**PROBLEM DESCRIPTION**
In the data below, how many lines include the string "numbers"? Give only the number.

**ENTRIES SUPPLIED**
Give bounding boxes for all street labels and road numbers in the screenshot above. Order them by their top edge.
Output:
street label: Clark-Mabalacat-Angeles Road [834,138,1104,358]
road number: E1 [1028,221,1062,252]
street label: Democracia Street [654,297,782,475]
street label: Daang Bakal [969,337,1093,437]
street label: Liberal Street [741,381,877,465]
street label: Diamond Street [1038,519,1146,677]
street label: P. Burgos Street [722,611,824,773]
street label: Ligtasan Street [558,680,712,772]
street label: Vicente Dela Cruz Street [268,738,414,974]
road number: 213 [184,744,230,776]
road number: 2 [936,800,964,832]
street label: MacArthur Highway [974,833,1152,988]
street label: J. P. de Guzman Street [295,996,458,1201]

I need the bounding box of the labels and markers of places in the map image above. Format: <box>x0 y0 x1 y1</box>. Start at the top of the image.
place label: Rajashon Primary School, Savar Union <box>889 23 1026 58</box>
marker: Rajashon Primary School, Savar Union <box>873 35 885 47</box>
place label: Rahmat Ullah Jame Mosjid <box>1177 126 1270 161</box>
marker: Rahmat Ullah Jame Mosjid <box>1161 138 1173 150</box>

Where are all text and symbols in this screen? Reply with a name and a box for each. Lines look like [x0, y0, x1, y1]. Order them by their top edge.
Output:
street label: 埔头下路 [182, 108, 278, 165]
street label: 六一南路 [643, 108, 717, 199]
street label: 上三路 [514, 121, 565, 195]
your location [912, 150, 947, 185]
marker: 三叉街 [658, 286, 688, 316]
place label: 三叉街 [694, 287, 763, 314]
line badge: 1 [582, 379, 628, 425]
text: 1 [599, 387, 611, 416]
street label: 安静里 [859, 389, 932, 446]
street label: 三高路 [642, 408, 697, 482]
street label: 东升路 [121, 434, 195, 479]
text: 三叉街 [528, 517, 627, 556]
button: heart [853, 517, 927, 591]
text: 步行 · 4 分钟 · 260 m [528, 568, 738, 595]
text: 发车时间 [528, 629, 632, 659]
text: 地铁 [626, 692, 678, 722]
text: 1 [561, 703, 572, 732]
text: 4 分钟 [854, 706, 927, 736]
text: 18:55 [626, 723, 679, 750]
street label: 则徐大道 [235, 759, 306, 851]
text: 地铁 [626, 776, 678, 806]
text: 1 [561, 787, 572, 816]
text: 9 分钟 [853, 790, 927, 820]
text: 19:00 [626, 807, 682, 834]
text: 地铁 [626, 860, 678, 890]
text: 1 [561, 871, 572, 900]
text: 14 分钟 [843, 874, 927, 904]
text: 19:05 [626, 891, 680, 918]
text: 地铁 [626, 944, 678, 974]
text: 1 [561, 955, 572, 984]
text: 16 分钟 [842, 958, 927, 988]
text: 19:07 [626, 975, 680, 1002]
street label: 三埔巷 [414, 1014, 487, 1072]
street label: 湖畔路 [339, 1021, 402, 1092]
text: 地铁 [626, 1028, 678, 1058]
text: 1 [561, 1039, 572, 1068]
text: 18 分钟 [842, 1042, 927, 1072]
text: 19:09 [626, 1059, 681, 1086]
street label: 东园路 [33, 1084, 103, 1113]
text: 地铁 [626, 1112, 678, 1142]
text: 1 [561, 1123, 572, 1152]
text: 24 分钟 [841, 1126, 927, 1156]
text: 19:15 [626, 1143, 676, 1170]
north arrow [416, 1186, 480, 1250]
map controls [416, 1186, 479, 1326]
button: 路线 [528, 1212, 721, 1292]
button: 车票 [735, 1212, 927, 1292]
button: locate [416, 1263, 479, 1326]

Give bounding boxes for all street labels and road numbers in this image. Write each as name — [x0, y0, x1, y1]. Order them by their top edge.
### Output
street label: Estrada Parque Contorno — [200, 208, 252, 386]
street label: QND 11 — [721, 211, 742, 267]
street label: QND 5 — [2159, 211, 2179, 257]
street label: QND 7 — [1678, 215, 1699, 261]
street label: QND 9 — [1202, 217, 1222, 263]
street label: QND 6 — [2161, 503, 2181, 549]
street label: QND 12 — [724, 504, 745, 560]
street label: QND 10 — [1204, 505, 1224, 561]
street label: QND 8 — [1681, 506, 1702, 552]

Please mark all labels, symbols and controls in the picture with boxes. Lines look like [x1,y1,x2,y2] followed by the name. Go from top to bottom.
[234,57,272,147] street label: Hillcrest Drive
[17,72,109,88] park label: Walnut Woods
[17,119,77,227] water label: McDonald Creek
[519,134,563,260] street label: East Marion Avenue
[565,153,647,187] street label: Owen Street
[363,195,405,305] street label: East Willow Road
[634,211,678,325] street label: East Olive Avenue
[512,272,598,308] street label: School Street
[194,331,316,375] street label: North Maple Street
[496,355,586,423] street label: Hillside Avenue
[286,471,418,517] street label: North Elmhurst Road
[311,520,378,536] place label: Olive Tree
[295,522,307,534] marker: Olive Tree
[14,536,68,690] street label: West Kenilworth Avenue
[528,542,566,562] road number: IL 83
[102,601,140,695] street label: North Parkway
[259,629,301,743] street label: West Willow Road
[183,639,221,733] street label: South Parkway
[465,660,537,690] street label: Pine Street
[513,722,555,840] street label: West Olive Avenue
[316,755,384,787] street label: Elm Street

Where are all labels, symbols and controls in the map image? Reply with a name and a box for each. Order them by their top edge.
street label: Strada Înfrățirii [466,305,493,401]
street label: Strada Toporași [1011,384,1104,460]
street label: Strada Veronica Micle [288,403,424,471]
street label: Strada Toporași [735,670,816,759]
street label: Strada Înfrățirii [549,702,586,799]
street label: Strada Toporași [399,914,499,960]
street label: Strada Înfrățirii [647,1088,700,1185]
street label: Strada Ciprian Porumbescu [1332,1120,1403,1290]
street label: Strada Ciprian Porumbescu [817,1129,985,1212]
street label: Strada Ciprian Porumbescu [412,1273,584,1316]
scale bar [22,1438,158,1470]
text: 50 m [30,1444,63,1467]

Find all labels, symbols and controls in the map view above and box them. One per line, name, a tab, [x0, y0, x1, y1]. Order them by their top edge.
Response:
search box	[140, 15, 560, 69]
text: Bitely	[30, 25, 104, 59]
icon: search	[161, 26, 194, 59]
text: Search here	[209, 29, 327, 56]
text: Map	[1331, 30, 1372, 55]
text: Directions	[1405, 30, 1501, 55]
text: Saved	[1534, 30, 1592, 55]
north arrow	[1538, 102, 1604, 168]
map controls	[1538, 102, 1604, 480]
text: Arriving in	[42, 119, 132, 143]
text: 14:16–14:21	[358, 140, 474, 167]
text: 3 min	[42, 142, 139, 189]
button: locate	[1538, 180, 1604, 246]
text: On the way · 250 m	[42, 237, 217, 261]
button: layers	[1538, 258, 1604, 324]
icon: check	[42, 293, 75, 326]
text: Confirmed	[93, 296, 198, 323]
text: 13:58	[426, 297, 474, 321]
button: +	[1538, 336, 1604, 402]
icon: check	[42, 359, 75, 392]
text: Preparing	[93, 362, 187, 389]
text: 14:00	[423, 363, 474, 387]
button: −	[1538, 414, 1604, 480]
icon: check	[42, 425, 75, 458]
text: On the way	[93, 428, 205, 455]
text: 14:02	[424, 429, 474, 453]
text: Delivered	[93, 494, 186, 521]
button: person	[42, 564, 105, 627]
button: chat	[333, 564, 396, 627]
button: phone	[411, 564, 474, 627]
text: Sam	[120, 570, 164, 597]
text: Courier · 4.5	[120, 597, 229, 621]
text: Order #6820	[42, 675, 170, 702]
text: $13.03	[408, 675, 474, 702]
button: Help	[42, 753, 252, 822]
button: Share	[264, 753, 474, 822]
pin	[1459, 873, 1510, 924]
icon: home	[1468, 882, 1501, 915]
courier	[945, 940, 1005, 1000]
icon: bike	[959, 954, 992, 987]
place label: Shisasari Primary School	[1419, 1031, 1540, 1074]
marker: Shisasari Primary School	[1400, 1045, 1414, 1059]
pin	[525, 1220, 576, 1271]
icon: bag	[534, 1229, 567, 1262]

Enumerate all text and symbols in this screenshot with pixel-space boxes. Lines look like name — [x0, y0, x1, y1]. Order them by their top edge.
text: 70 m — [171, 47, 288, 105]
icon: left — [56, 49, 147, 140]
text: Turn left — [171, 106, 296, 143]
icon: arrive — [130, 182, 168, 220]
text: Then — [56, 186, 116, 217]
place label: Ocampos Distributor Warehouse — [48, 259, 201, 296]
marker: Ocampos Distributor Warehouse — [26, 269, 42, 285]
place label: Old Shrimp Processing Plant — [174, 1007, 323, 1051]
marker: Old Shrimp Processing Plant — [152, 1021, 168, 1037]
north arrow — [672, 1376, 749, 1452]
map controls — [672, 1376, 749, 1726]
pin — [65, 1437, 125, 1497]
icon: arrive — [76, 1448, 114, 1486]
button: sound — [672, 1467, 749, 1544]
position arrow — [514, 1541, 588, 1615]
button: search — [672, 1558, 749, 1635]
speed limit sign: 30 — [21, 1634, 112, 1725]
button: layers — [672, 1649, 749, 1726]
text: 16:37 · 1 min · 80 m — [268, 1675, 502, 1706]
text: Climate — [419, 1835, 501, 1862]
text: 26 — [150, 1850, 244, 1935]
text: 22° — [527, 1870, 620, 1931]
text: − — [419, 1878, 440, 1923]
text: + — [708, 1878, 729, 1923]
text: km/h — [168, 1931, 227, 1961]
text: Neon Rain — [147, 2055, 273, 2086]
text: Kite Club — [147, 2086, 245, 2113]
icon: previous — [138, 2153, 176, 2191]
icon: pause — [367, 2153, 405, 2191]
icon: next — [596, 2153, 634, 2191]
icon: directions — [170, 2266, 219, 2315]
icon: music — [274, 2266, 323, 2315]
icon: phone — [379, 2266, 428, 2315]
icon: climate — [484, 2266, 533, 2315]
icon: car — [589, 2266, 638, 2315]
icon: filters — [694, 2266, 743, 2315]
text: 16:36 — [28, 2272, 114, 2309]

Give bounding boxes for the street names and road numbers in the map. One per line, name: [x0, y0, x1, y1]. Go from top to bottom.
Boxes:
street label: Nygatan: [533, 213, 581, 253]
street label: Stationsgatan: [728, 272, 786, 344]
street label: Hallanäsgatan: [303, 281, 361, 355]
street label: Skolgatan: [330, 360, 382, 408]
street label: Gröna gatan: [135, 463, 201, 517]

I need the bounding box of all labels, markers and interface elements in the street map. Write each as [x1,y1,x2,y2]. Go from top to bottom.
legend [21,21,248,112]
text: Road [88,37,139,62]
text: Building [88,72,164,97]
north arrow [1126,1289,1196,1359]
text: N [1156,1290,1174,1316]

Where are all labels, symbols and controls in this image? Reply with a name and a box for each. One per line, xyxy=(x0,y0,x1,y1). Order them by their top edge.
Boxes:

**OUTPUT BELOW**
3